## [Task details]
Go over the material below and report every line that contains the word "note".

====

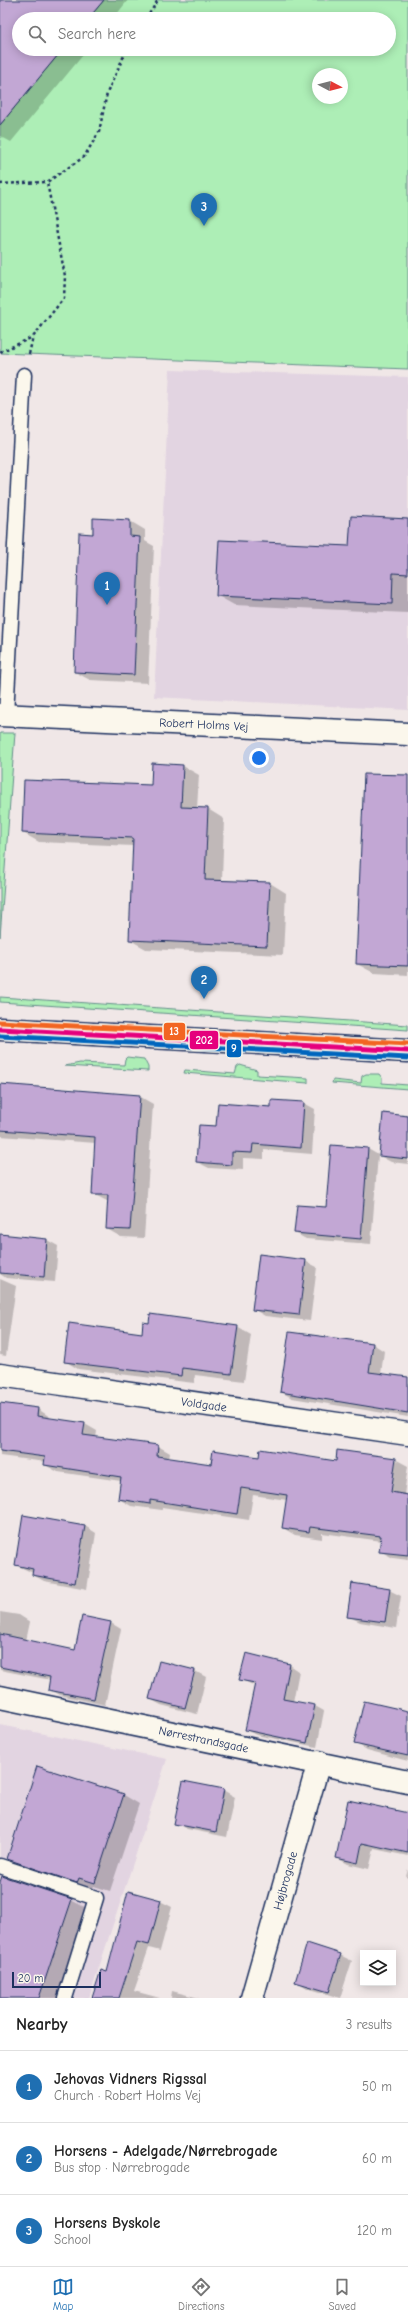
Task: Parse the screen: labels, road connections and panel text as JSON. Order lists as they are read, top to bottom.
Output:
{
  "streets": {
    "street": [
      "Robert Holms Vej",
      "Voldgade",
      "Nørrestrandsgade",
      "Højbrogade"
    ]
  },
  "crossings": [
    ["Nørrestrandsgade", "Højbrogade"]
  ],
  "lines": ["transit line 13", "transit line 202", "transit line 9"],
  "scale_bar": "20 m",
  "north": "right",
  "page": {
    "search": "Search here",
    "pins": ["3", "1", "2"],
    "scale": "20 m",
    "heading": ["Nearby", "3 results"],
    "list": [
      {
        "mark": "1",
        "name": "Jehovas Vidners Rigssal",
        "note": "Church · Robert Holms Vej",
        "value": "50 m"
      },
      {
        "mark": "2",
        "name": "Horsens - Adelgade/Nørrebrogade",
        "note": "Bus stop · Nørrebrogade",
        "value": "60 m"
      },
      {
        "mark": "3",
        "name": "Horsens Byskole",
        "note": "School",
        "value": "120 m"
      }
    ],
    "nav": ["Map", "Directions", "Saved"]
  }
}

====

## [Answer for this exercise]
        "note": "Church · Robert Holms Vej",
        "note": "Bus stop · Nørrebrogade",
        "note": "School",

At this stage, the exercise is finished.